Verek's voice dropped low, deliberate. The edges of his words no longer smooth, each one dragged out like it scraped bone on the way up. His eyes had gone hollow, pulled inward, the way they always did when something was knocking around in his skull.

He unfolded the letter like it might cut him if he moved too quick. The paper looked like paper, but felt wrong. Soft at the edges, too warm. His fingers didn't shake, but his shoulders had gone locked, like some part of him was bracing.

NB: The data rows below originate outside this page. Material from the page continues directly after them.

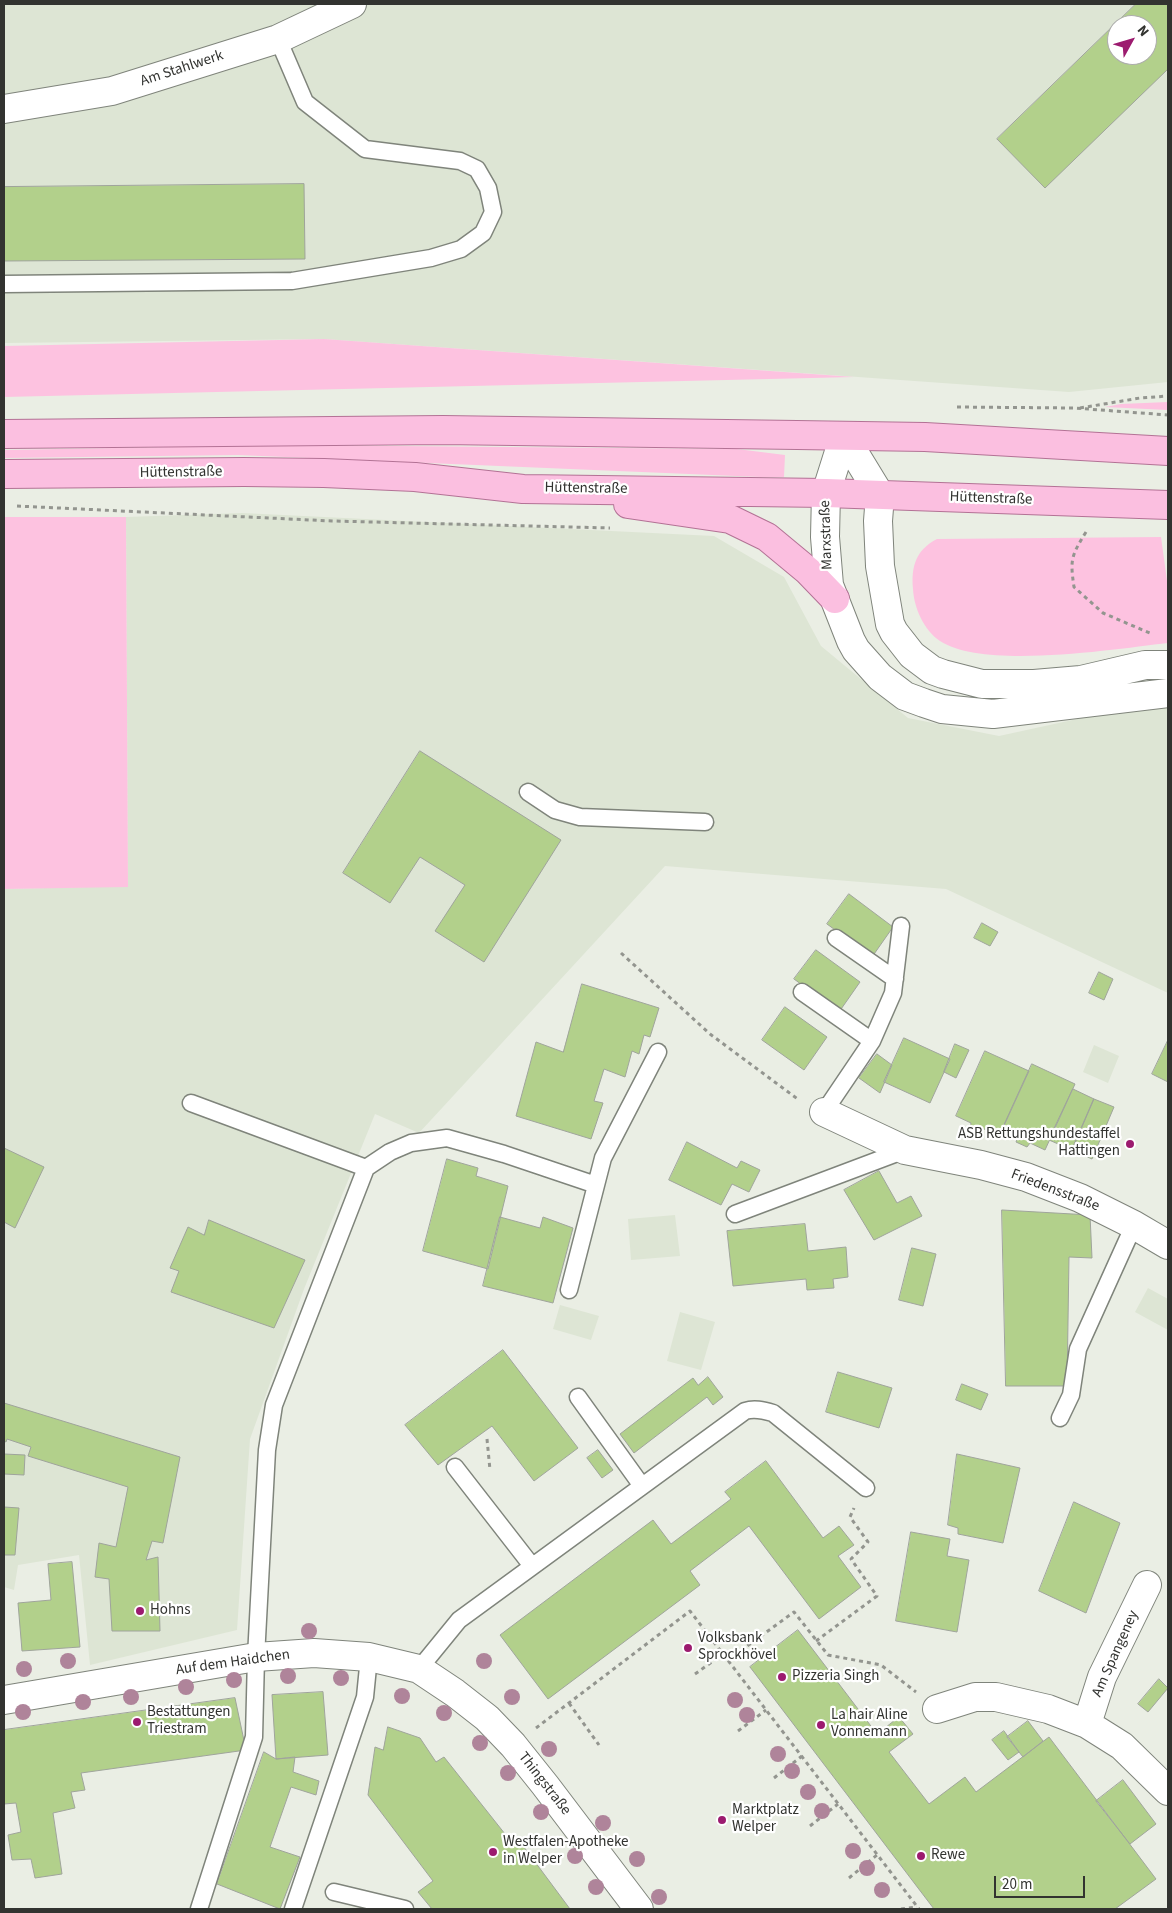 <!DOCTYPE html>
<html>
<head>
<meta charset="utf-8">
<style>
  body { margin:0 }
  #map { position:relative; width:1172px; height:1913px; overflow:hidden; background:#eaeee4; font-family:"Source Sans 3",sans-serif }
  canvas { display:block }
  .frame { position:absolute; inset:0; border:5px solid #323330; pointer-events:none }
  .north { position:absolute; left:1107px; top:15px; width:50px; height:50px; box-sizing:border-box; background:#fff; border:1px solid #adadac; border-radius:50%; rotate:51deg; font-size:14px; font-weight:700; line-height:20px; text-align:center; color:#323330 }
  .north::after { content:''; display:block; margin:auto; width:18px; height:22px; background:#9c1b6f; clip-path:polygon(50% 0,100% 100%,50% 72%,0 100%) }
  .scale { position:absolute; left:994px; top:1876px; width:91px; height:22px; box-sizing:border-box; border:2px solid #323330; border-top:0; padding-left:6px; font-size:15px; line-height:18px; white-space:nowrap; color:#323330; -webkit-text-stroke:4px #fff; paint-order:stroke }
</style>
</head>
<body>
<div id="map">
<canvas width="1172" height="1913"></canvas>
<div class="frame"></div>
<div class="north">N</div>
<div class="scale">20 m</div>
</div>
<script>
const context = document.querySelector('canvas').getContext('2d');
context.lineJoin = 'round';
function fillPath(path, color) {
  context.fillStyle = color;
  context.fill(path, 'evenodd');
}
function stroke(path, color, width, dash) {
  context.strokeStyle = color;
  context.lineWidth = width;
  context.lineCap = dash ? 'butt' : 'round';
  context.setLineDash(dash || []);
  context.stroke(path);
}
function label(font, color, halo, rows, align = 'center') {
  context.font = font + ' "Source Sans 3",sans-serif';
  context.lineWidth = 4.5;
  context.setLineDash([]);
  context.textBaseline = 'middle';
  context.strokeStyle = halo;
  context.fillStyle = color;
  for (const [text, x, y, turn = 0] of rows) {
    context.save();
    context.translate(x, y);
    context.rotate((+turn || 0) * Math.PI / 180);
    context.textAlign = isNaN(turn) ? turn : align;
    if (halo) context.strokeText(text, 0, 0);
    context.fillText(text, 0, 0);
    context.restore();
  }
}
fillPath(new Path2D(`
  M4,4H1168V382L1069,392L324,339L4,343ZM1117,25H1147V55H1117Z
  M242,513L714,536L784,577L821,646L908,718L999,736L1100,714L1168,707V993L946,889L665,866L419,1133L375,1114L304,1289L250,1439L237,1630L90,1665L79,1555L18,1565L14,1590L4,1587V889L128,886L126,517Z
  M1094,1045L1119,1056L1108,1083L1083,1072Z
  M675,1215L680,1256L631,1260L628,1219Z
  M1148,1288L1168,1299V1330L1135,1312Z
  M560,1305L599,1316L591,1340L553,1329Z
  M680,1312L715,1322L701,1370L667,1361Z`), '#dde5d4');
fillPath(new Path2D(`
  M324,339L854,377L4,397V346Z
  M1168,402V410L1105,407L1121,404Z
  M278,445L737,449L785,455L784,477H760L238,455L4,458V450Z
  M4,517H126L128,887L4,889Z
  M1161,537L1168,588V643C1115,649 984,670 940,641C924,630 914,608 913,589C911,566 916,550 937,539Z`), '#fdc2e0');
const building = new Path2D(`
  M1136,4H1168V69L1045,188L997,139ZM1117,25H1147V55H1117Z
  M304,184L305,259L4,261V187Z
  M420,751L561,840L484,962L435,931L465,885L420,857L390,903L343,873Z
  M849,894L893,927L872,957L827,924Z
  M982,923L998,932L990,946L974,938Z
  M816,950L860,982L839,1012L794,979Z
  M1099,972L1113,979L1104,1000L1089,993Z
  M582,984L659,1008L650,1037L644,1035L639,1054L632,1051L625,1077L604,1069L594,1101L603,1103L591,1139L516,1116L536,1042L563,1052Z
  M785,1007L827,1037L804,1070L762,1040Z
  M904,1038L950,1059L930,1103L884,1082Z
  M1168,1040V1082L1152,1074Z
  M955,1044L969,1050L956,1078L944,1072Z
  M985,1051L1029,1071L1002,1130L1001,1137L982,1128L980,1132L970,1128L971,1123L956,1116Z
  M877,1054L892,1065L880,1093L859,1078Z
  M1032,1064L1075,1084L1045,1150L1030,1143L1027,1147L1016,1142L1018,1137L1002,1130Z
  M1073,1089L1094,1099L1072,1150L1049,1140Z
  M1094,1099L1114,1107L1092,1159L1072,1150Z
  M687,1142L737,1168L741,1161L760,1170L749,1192L732,1184L721,1205L669,1180Z
  M4,1148L44,1167L15,1228L4,1222Z
  M447,1159L478,1168L476,1176L508,1186L488,1269L423,1251Z
  M879,1171L897,1203L911,1196L922,1216L874,1240L844,1190Z
  M1002,1210L1090,1215L1092,1258L1069,1257L1067,1386H1006Z
  M500,1217L540,1228L543,1217L573,1228L553,1303L483,1286Z
  M209,1220L305,1260L274,1328L171,1292L179,1271L170,1268L188,1227L204,1235Z
  M805,1224L808,1251L846,1247L848,1277L833,1279L834,1288L807,1290L806,1279L733,1286L727,1231Z
  M912,1248L936,1254L923,1306L899,1300Z
  M503,1350L578,1448L534,1481L492,1426L438,1465L405,1425Z
  M838,1372L892,1388L879,1428L826,1412Z
  M708,1377L723,1397L713,1405L707,1397L634,1453L620,1434L693,1378L698,1385Z
  M962,1384L988,1394L981,1410L956,1400Z
  M4,1403L180,1457L163,1543L152,1541L146,1560L158,1557L160,1631H112L109,1579L95,1577L99,1543L116,1547L128,1487L28,1456L31,1447L7,1439L6,1442L4,1441Z
  M598,1450L613,1470L602,1478L587,1458Z
  M4,1454L25,1455L24,1475L4,1474Z
  M957,1454L1020,1468L1003,1543L958,1534V1528L948,1525Z
  M766,1461L823,1538L839,1526L854,1545L838,1556L861,1587L819,1619L749,1526L690,1571L700,1585L548,1699L500,1635L653,1520L671,1544L731,1499L725,1492Z
  M1074,1502L1120,1523L1086,1613L1039,1591Z
  M4,1507L19,1508L15,1555H4Z
  M911,1532L950,1539L947,1556L969,1560L957,1632L896,1621Z
  M72,1562L80,1647L22,1651L18,1603L51,1600L48,1564Z
  M798,1630L877,1734L899,1717L913,1734L889,1752L929,1804L965,1777L976,1792L1049,1737L1156,1879L1115,1909H934L750,1667Z
  M1159,1679L1168,1688L1148,1712L1138,1704Z
  M323,1692L328,1755L276,1759L272,1695Z
  M235,1698L246,1750L81,1773L85,1790L71,1792L75,1808L53,1813L62,1874L35,1878L31,1859L12,1860L8,1835L21,1832L16,1803L4,1804V1730Z
  M1028,1721L1043,1741L1023,1757L1007,1737Z
  M388,1727L420,1738L436,1762L444,1757L509,1839H518L570,1909H432L418,1892L433,1881L368,1795L375,1747L383,1750Z
  M1004,1731L1019,1752L1008,1760L992,1740Z
  M264,1752L276,1759L295,1757L293,1772L319,1781L316,1795L291,1787L270,1847L300,1857L280,1909L217,1884Z
  M1123,1780L1156,1824L1130,1844L1096,1801Z`);
fillPath(building, '#b2d08b');
stroke(building, '#9fa49b', 1);
const lane = new Path2D(`
  M4,284L292,281L431,258L461,249L483,233L493,212L488,188L477,169L460,161L365,149L305,102L278,39
  M528,792L555,810L580,817L705,822
  M836,938L895,979
  M802,992L872,1041
  M191,1103L366,1168
  M824,1112L872,1041L893,993L901,926
  M735,1214L905,1150
  M569,1290L603,1158L658,1052
  M578,1397L642,1486
  M1060,1418L1071,1395L1078,1349L1134,1225
  M455,1467L532,1566
  M419,1669L459,1620L745,1411C754,1408 763,1410 773,1413L866,1488
  M334,1892L405,1909
  M199,1909L254,1737L256,1657L267,1450L274,1405L366,1168L390,1152L411,1143L447,1138L504,1154L596,1185
  M293,1909L365,1697L369,1657`);
const street = new Path2D(`
  M4,109L112,91L278,39L352,4
  M824,1112L905,1150L981,1165L1026,1177L1080,1198L1134,1225L1168,1245
  M4,1700L256,1657L314,1653L369,1657L419,1669L455,1693L487,1718L513,1745L545,1785L639,1909
  M937,1709L975,1697H996L1048,1709L1087,1724L1122,1746L1168,1791
  M1087,1724L1102,1677L1147,1585`);
const secondary = new Path2D(`
  M844,436L826,493L825,537L829,585L851,641L856,650L880,677L905,696L924,703L942,709L993,714L1168,693
  M844,436L880,495L878,521L880,566L890,624L894,632L912,655L932,670L943,674L982,684H1034L1081,680L1145,665H1168`);
const primary = new Path2D(`
  M4,434L443,430L797,435L925,437L1168,451
  M4,474L244,472L324,473L415,477L523,489L826,493L1168,505
  M628,504L730,519L767,537L808,571L835,599`);
stroke(lane, '#7f847b', 19);
stroke(street, '#7f847b', 30);
stroke(secondary, '#7f847b', 30);
stroke(primary, '#b37295', 30);
stroke(new Path2D(`
  M957,407L1074,408L1168,415
  M1080,408L1140,398L1168,396
  M17,506L332,521L610,528
  M1086,532C1071,556 1070,560 1074,587L1103,613L1152,634
  M621,953L710,1034L799,1100
  M487,1439L490,1470
  M816,1641L877,1596L851,1559L868,1542L850,1517L854,1508
  M728,1660L794,1612L828,1655L881,1665L916,1692
  M695,1674L723,1654
  M569,1703L599,1745
  M536,1728L690,1611L919,1909
  M738,1731L766,1710
  M774,1778L802,1756
  M810,1826L838,1804
  M849,1878L877,1855
  M901,1909L917,1907`), '#93958f', 3, [4, 4]);
stroke(lane, '#fff', 16);
stroke(street, '#fff', 28);
stroke(secondary, '#fff', 28);
stroke(primary, '#fbbfe0', 28);
context.fillStyle = '#af849a';
for (const [x, y] of [
  [309,1631],
  [68,1661],
  [484,1661],
  [24,1669],
  [288,1676],
  [341,1678],
  [234,1680],
  [186,1687],
  [402,1696],
  [131,1697],
  [512,1697],
  [735,1700],
  [83,1702],
  [23,1712],
  [444,1713],
  [747,1715],
  [480,1743],
  [549,1749],
  [778,1754],
  [792,1771],
  [508,1773],
  [808,1792],
  [822,1811],
  [541,1812],
  [603,1823],
  [853,1851],
  [575,1856],
  [637,1859],
  [867,1868],
  [596,1887],
  [882,1890],
  [659,1897]
]) {
  context.beginPath();
  context.arc(x, y, 8, 0, 2 * Math.PI);
  context.fill();
}
for (const [x, y, r, color] of [
  [1130,1144,5,"#9c1b6f"],
  [140,1611,5,"#9c1b6f"],
  [688,1648,5,"#9c1b6f"],
  [782,1677,5,"#9c1b6f"],
  [137,1722,5,"#9c1b6f"],
  [821,1725,5,"#9c1b6f"],
  [722,1820,5,"#9c1b6f"],
  [493,1852,5,"#9c1b6f"],
  [921,1856,5,"#9c1b6f"]
]) {
  const dot = new Path2D();
  dot.arc(x, y, r, 0, 2 * Math.PI);
  context.fillStyle = color;
  context.fill(dot);
  stroke(dot, '#fff', 2);
}
label('15px', '#323330', '#fff', [
  ["Am Stahlwerk",182,69,-18],
  ["Hüttenstraße",181,473,-1],
  ["Hüttenstraße",586,489,1],
  ["Hüttenstraße",991,499,2],
  ["Marxstraße",827,535,-92],
  ["Friedensstraße",1055,1191,21],
  ["Am Spangeney",1116,1654,-66],
  ["Auf dem Haidchen",233,1663,-8],
  ["Thingstraße",544,1784,52]
]);
label('15px', '#323330', '#fff', [
  ["ASB Rettungshundestaffel",1120,1135,"right"],
  ["Hattingen",1120,1152,"right"],
  ["Hohns",150,1611],
  ["Volksbank",698,1639],
  ["Sprockhövel",698,1656],
  ["Pizzeria Singh",792,1677],
  ["Bestattungen",147,1713],
  ["Triestram",147,1730],
  ["La hair Aline",831,1716],
  ["Vonnemann",831,1733],
  ["Marktplatz",732,1811],
  ["Welper",732,1828],
  ["Westfalen-Apotheke",503,1843],
  ["in Welper",503,1860],
  ["Rewe",931,1856]
], 'left');
</script>
</body>
</html>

"Auntie Elma," he read, slow. "We will extend our offer to you, this last time. Either you come to the palace and assist Ms. Ellenoir in the final ceremony for awakening the Old One, as promised; or perish. We've already opened the portal to his slumbering place; we require the souls of the children at once."

The ink didn't sit still. It rippled, almost squirmed, like it hated being looked at. Letters bent in ways that hurt to follow. Words clashed and curled around each other. Verek kept reading, voice barely a whisper now.

"He dreams in salt and shadow. The mouths open wide. We eat… and are eaten… He comes. I am the knife. I am the key. I am the key. I am the—"

He stopped. Froze.

The silence that landed wasn't peaceful. It pressed in. Dry. Heavy. Like old ashes clinging to your teeth.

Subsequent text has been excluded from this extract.